The World Record Club Ltd. was the name of a company in the United Kingdom which issued long-playing records and reel-to-reel tapes, mainly of classical music and jazz, through a membership mail-order system during the 1950s and 1960s.
In addition to titles imported from recording companies like Everest Records and Westminster Records, which it obtained on franchise, it made a series of recordings of international artists using its own engineers. Although often of great musical interest and very acceptable technical quality, these recordings do not appear in shop catalogues of the time as they were not available new through record shops.
The label was taken over by EMI in 1965 but continued to be used as a sub-label for mail order, covering a wide range of musical genres, and distributing in South Africa, Australia and New Zealand.
World Record issues were certainly in production by mid-1956. The World Record Treasures records were promoted as a series from which 'members' (membership was free) were required to select a given number of purchases per year. These were sold at lower prices than usual (21s 6d, equivalent to £1.07 1⁄2) and distributed in cheap wrappers (originally logo-printed Fablothene, and then card covers with stickers naming the selection). A monthly Club magazine (Record Review) was launched in late 1956, featuring the existing artists and recordings and announcing future selections. The company was first based at 125 Edgware Road, London, with a display centre at 49 Edgware Road. The main UK rival in similar business was the Concert Hall label.

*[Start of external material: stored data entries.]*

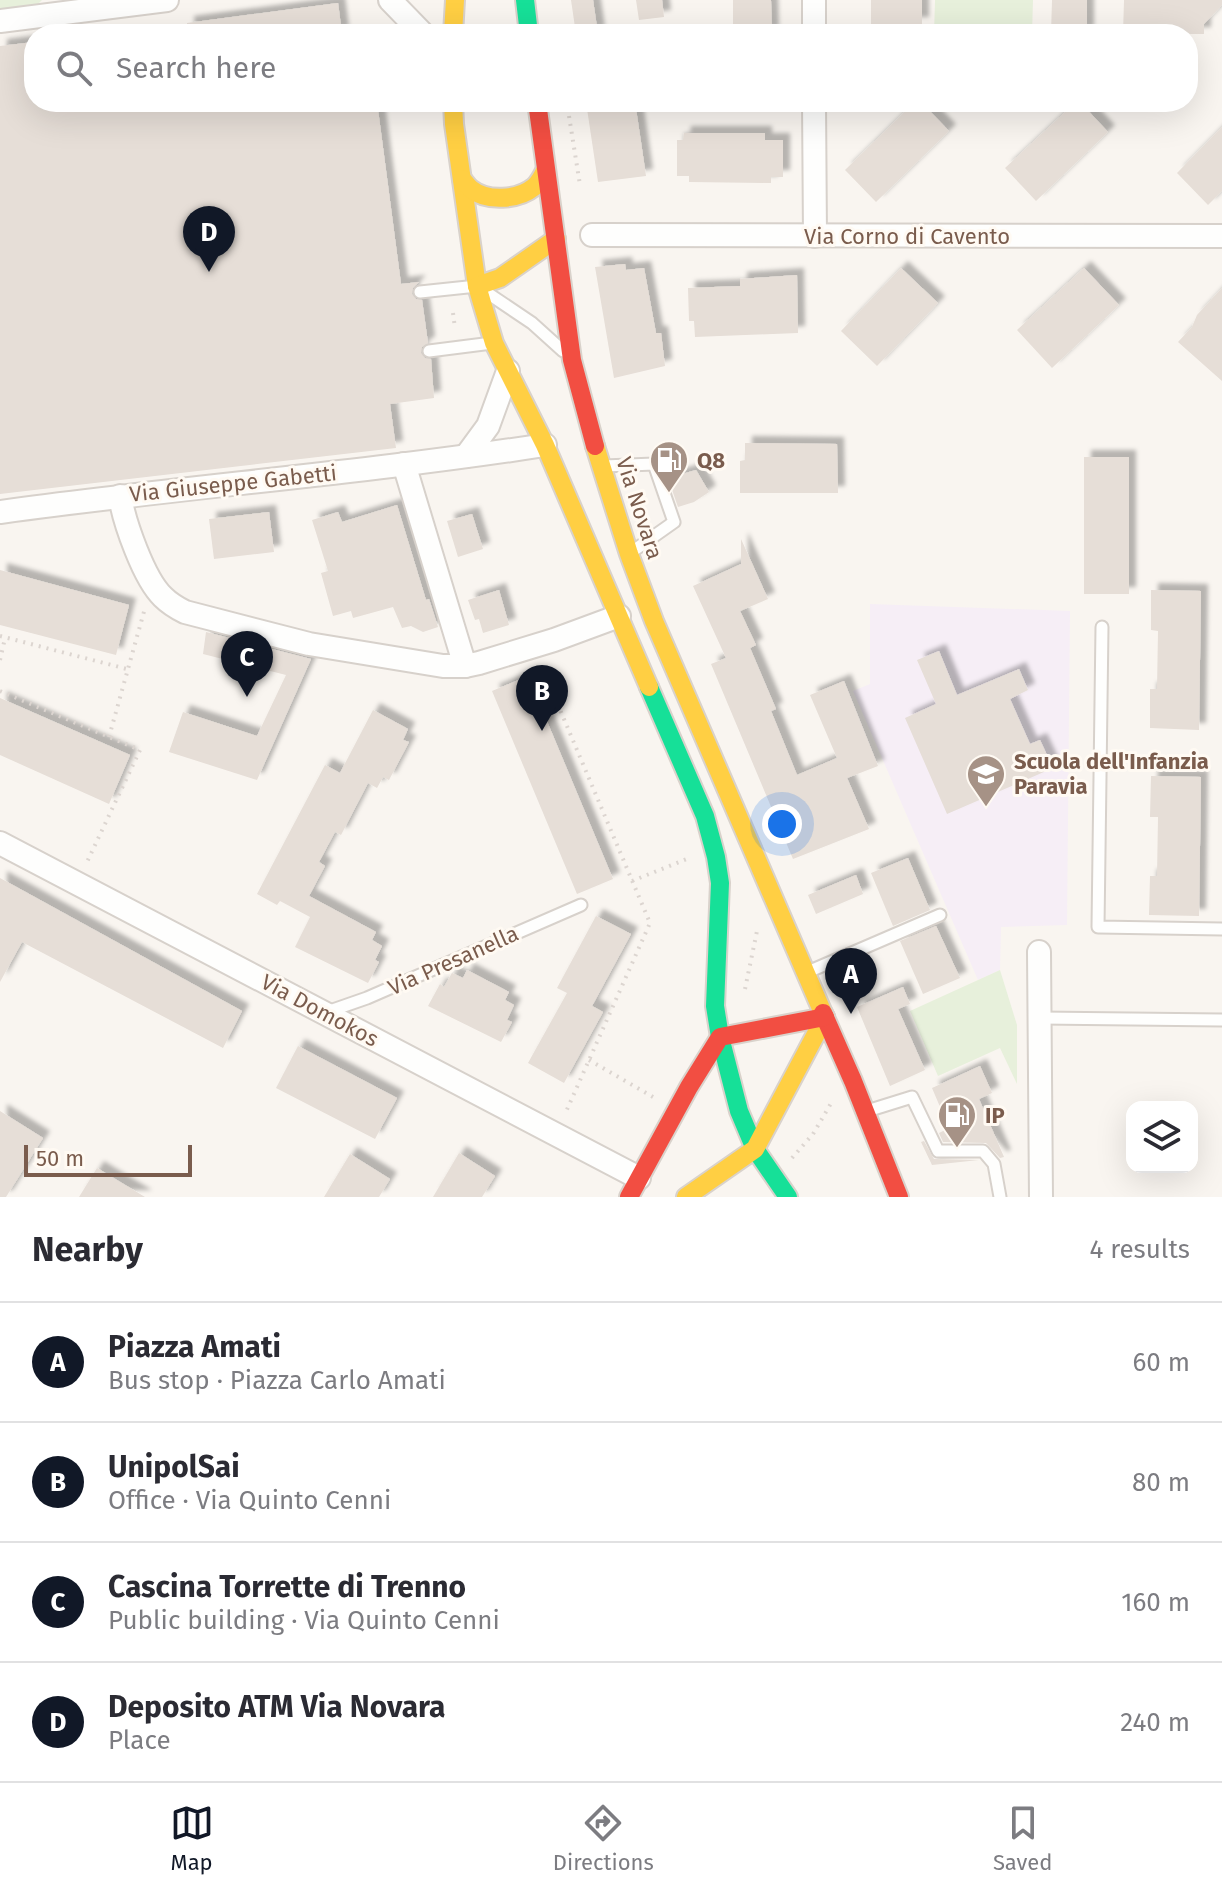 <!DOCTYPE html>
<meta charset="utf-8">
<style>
body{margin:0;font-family:"Fira Sans",sans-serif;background:#f2f2f3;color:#2b2b33}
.controls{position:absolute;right:24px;bottom:24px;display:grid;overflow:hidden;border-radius:16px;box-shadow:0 8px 32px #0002}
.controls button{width:72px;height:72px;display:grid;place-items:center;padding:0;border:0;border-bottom:2px solid #e1e1e2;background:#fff;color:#2b2b33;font:40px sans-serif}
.scale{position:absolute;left:24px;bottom:20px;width:168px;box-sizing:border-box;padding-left:8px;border:4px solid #7a5c4d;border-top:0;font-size:22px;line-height:28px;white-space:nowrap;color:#7a5c4d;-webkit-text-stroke:6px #fffaf3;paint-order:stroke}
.you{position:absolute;left:782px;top:824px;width:28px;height:28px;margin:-20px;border:6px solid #fff;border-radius:50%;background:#1a73e8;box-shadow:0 0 0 12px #1a73e833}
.badge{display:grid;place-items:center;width:52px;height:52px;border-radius:50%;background:#111827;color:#fff;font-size:26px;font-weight:700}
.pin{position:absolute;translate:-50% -66px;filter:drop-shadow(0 2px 4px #0008)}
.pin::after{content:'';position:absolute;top:42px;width:28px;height:24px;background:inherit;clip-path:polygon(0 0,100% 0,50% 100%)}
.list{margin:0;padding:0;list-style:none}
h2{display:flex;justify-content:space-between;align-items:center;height:104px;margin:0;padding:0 32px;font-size:34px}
h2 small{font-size:26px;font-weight:400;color:#7c7c81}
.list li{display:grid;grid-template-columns:52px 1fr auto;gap:24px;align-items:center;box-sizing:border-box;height:120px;padding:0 32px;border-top:2px solid #e1e1e2}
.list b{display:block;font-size:30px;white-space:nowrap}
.list p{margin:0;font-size:26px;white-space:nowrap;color:#7c7c81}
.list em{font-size:26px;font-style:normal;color:#7c7c81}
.icon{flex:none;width:44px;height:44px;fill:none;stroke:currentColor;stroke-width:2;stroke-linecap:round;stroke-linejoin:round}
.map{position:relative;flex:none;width:1222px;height:1197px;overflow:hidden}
.search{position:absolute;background:#fff;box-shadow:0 8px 32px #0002;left:24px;right:24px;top:24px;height:88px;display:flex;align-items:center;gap:20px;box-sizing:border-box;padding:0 28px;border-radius:32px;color:#7c7c81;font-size:30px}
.sheet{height:584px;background:#fff}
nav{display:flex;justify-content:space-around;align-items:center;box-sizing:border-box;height:112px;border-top:2px solid #e1e1e2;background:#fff;font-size:22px;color:#7c7c81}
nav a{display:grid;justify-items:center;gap:4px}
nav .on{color:#111827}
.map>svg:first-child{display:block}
.education{fill:#f6eef6}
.green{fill:#e7f0db}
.building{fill:#e6ded7;filter:url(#shadow)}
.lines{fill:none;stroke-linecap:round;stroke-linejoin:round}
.lane-casing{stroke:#d7d1cb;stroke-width:15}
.street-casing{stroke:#d7d1cb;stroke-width:26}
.fast-casing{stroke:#d9d2cb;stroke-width:22}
.slow-casing{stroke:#d9d2cb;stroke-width:22}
.jam-casing{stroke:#d9d2cb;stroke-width:22}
.path{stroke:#dcd5d0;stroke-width:4;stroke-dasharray:2 6;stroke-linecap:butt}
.lane{stroke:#fefefd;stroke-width:11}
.street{stroke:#fefefd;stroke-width:22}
.fast{stroke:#16e098;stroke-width:18}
.slow{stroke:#ffcf43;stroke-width:18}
.jam{stroke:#f24e42;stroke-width:18}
.labels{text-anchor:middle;stroke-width:6;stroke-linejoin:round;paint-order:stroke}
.street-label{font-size:22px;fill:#7a5c4d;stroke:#fffaf3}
.poi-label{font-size:22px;font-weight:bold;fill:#7a5c4d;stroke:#fffaf3;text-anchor:start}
</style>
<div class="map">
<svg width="1222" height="1197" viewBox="0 0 1222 1197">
<defs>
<filter id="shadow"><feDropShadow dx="7" dy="-7" stdDeviation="2" flood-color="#0004"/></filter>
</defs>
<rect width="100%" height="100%" fill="#f9f5f0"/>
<!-- education -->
<polygon class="education" points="870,604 1070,611 1067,925 1001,927 1000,970 978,980 853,691 870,684"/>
<!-- green -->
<g class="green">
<polygon points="0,0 42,0 35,7 0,11"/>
<polygon points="935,0 1033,0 1032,34 934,34"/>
<polygon points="1000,970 1017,1025 1017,1084 1000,1048 938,1076 910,1011"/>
</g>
<!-- building -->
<g class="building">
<polygon points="571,0 593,0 598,34 576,34"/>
<polygon points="636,0 662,0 664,17 639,20"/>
<polygon points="733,0 771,0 772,34 733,34"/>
<rect x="871" y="0" width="51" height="24"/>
<polygon points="1052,0 1087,0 1087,34 1051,34"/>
<polygon points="1124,0 1222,0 1222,5 1204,24 1204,34 1123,34"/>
<polygon points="338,3 342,34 188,34 187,23"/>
<polygon points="34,42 34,102 377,102 401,284 419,282 413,288 412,294 416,299 422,300 428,343 422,347 421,353 425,358 431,359 434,398 390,404 396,448 0,494 0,46"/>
<polygon points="586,102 635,102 646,176 598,182"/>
<polygon points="915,102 921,102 949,131 876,202 845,170"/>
<polygon points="1076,102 1080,102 1108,132 1036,201 1005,168"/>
<polygon points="1222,127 1222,191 1208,205 1177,173"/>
<polygon points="684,133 765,133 765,140 783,140 783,177 771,177 771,183 689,182 689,176 677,176 677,140 683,140"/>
<polygon points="625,264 626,270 644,268 656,333 661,333 665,366 614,378 595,267"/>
<polygon points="901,268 938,303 877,366 841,331"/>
<polygon points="1084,268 1119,305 1052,368 1017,330"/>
<polygon points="797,275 798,333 695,337 694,321 689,321 688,288 740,286 740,279"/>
<polygon points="1222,288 1222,381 1178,342 1192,327 1197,315"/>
<polygon points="745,443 837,444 838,493 740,493 740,461 745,460"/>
<rect x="1084" y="457" width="45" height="137"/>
<polygon points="696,470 709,492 694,502 678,507 668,478"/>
<polygon points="397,505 426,600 429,599 438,627 423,632 411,626 402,628 393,607 353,618 351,611 333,616 321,573 328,571 312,520 338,512 342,522"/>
<polygon points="269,512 274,552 214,559 209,519"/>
<polygon points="472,514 483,549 458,557 447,521"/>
<polygon points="741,539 768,599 740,611 756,645 750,648 776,709 771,711 797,775 837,758 810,695 844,681 878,766 847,778 869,829 793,859 711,664 726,658 693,586 741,564"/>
<polygon points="0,570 129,605 116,655 0,625"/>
<polygon points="499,590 509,625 483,633 479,619 475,620 468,600"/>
<polygon points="1151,590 1201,591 1199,730 1150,728 1150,689 1157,689 1158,631 1151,630"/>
<polygon points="206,632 311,659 257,780 169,752 183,712 257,736 286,675 203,654"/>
<polygon points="939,651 957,695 1019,669 1028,690 1010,699 1030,744 1040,740 1053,768 947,814 905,718 936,704 917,660"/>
<polygon points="528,676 613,879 577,894 492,691"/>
<polygon points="0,698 130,755 109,804 0,755"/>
<polygon points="373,710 408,729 403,740 409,742 389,780 383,777 377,788 368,783 341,835 335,832 319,862 325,866 309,896 376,932 372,940 382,946 375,960 379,962 368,983 295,947 310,917 280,901 277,905 257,894 325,765 340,773"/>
<polygon points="1151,776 1201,777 1199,916 1149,915 1150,876 1157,876 1158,817 1150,817"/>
<polygon points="908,858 930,910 893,926 871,873"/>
<polygon points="856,875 863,894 816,914 808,895"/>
<polygon points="0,878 242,1011 223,1048 22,942 0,982"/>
<polygon points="596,916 631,934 592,1006 603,1012 564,1083 528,1063 567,993 557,988"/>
<polygon points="936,926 960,978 923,994 900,941"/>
<polygon points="467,970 509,992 505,1000 514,1005 507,1020 512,1022 501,1042 428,1006 440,984 444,987 452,973 463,978"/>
<polygon points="903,987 910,1004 898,1009 925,1070 890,1086 857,1007"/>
<polygon points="298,1046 397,1098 375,1139 276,1088"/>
<polygon points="980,1066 992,1093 979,1099 1004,1157 1000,1158 986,1143 943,1142 939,1133 949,1128 932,1088"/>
<polygon points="0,1111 43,1138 6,1197 0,1197"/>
<polygon points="924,1141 934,1159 979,1160 932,1165 921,1142"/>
<polygon points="459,1153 495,1176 482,1197 433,1197"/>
<polygon points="350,1154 390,1179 379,1197 324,1197"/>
<polygon points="97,1168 145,1197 79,1197"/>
</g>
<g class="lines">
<!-- lane casing -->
<g class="lane-casing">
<g id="lane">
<polyline points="420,292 477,286 532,323 563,351"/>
<polyline points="429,351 492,343"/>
<polyline points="604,466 654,464 674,522 633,551"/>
<polyline points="1102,627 1098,927 1222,929"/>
<polyline points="810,971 940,915"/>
<polyline points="324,1013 367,998 581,905"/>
<polyline points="1040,1018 1222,1020"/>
<polyline points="867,1111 912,1097 938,1151 983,1151 994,1164 1000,1197"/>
</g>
</g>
<!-- street casing -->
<g class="street-casing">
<g id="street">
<polyline points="390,0 423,34"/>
<polyline points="814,0 814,34"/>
<polyline points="0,21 167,0"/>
<polyline points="814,102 815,236"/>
<polyline points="592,235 1222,236"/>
<polyline points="466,456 488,426 508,371"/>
<polyline points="404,464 465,666"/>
<path d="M120,496c4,26 24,83 43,101 6,6 14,11 22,15l124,32 134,22h22l14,-3 75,-23 65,-24"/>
<path d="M0,512c181,-25 364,-39 545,-67"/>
<polyline points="0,843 639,1178"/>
<polyline points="1039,952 1041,1197"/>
</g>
</g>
<!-- fast casing -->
<g class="fast-casing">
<g id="fast">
<polyline points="525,0 529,34"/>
<polyline points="649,687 705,816 716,857 720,883 715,1006 720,1037 739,1111 755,1149 788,1197"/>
</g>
</g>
<!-- slow casing -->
<g class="slow-casing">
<g id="slow">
<polyline points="453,34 455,0"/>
<polyline points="453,102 454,124 477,286 494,343 545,445 649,687"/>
<path d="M462,179c3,3 5,7 9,10 16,13 47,11 63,-2 5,-4 8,-10 11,-16"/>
<polyline points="477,286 500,278 556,239"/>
<polyline points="595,446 629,554 654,621 823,1013"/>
<polyline points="686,1197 755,1149 825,1017"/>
</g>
</g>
<!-- jam casing -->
<g class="jam-casing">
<g id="jam">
<polyline points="537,102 572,360 595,446"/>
<polyline points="823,1013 853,1081 899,1197"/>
<polyline points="629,1197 689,1087 720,1037 825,1017"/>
</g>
</g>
<!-- path -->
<g class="path">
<polyline points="569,116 580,185"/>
<polyline points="453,313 455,328"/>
<polyline points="0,636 127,669"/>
<polyline points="0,660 5,638"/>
<polyline points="542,667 650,923 565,1114"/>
<polyline points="0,691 140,750 87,862"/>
<polyline points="109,737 145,608"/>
<polyline points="632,881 689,858"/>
<polyline points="745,989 757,931"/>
<polyline points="589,1060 653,1097"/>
<polyline points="792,1158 813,1134 833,1100"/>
</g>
<!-- lane -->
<use href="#lane" class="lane"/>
<!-- street -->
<use href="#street" class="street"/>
<!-- fast -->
<use href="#fast" class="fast"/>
<!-- slow -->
<use href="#slow" class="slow"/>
<!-- jam -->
<use href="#jam" class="jam"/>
</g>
<!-- icons -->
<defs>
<g id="fuel-pin" transform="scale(2)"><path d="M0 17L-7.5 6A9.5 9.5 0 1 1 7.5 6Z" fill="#a69286" stroke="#fffaf3"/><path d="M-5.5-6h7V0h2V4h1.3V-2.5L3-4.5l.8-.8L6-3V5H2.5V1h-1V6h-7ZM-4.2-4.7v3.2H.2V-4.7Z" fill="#fff"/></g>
<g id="school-pin" transform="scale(2)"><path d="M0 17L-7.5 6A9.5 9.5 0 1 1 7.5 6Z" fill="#a69286" stroke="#fffaf3"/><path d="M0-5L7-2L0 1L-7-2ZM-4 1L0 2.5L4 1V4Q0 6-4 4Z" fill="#fff"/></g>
</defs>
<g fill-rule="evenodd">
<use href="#fuel-pin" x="669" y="460"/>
<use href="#school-pin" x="986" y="774"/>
<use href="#fuel-pin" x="957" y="1115"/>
</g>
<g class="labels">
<!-- street labels -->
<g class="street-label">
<text x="907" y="244">Via Corno di Cavento</text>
<text transform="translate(233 483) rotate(-6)" y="8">Via Giuseppe Gabetti</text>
<text transform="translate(640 508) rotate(72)" y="8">Via Novara</text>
<text transform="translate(453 960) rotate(-24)" y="8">Via Presanella</text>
<text transform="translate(320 1010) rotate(28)" y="8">Via Domokos</text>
</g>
<!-- poi labels -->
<g class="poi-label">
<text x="697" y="468">Q8</text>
<text x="1014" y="769">Scuola dell'Infanzia<tspan x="1014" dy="25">Paravia</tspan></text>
<text x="985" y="1123">IP</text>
</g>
</g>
</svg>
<div class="controls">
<button><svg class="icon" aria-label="layers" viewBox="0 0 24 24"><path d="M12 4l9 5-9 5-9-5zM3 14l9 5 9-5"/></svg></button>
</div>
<div class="scale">50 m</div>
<div class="you"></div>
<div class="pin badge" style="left:851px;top:1014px">A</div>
<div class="pin badge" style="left:542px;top:731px">B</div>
<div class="pin badge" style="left:247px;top:697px">C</div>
<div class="pin badge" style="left:209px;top:272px">D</div>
<div class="search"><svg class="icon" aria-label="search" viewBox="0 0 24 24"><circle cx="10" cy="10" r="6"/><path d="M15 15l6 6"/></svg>Search here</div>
</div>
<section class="sheet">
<h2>Nearby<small>4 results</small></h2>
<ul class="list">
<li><span class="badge">A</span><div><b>Piazza Amati</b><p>Bus stop · Piazza Carlo Amati</p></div><em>60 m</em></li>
<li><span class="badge">B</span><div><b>UnipolSai</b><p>Office · Via Quinto Cenni</p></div><em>80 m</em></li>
<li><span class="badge">C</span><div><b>Cascina Torrette di Trenno</b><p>Public building · Via Quinto Cenni</p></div><em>160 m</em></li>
<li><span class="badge">D</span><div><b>Deposito ATM Via Novara</b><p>Place</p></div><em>240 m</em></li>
</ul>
</section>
<nav>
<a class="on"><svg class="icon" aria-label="map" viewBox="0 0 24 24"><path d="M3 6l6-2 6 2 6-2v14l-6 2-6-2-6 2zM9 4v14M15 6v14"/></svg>Map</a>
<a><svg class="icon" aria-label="directions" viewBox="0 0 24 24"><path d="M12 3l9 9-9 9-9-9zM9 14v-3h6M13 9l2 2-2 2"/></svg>Directions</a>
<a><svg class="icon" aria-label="saved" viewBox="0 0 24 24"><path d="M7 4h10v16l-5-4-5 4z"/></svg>Saved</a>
</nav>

Membership was encouraged by such methods as using sleeve designs contributed by members and as these improved they obtained photographic services of Erich Auerbach. By 1958 there was a membership of at least 150,000. In the Promenade Concerts season of July to September 1958, World Records had a full-page advertisement (offering monthly releases at between 22s 6d and 24s 9d per disc, only one needing to be chosen per year) on the inside front cover of all the individual concert programmes, facing the actual music listing for the evening - a competitive space, placing it on equal footing with Electric Audio Reproducers, EMI Records, Decca Records, Grundig Tape Recorders, Ferguson Radiograms. A full-priced record then cost around 40 shillings (£2).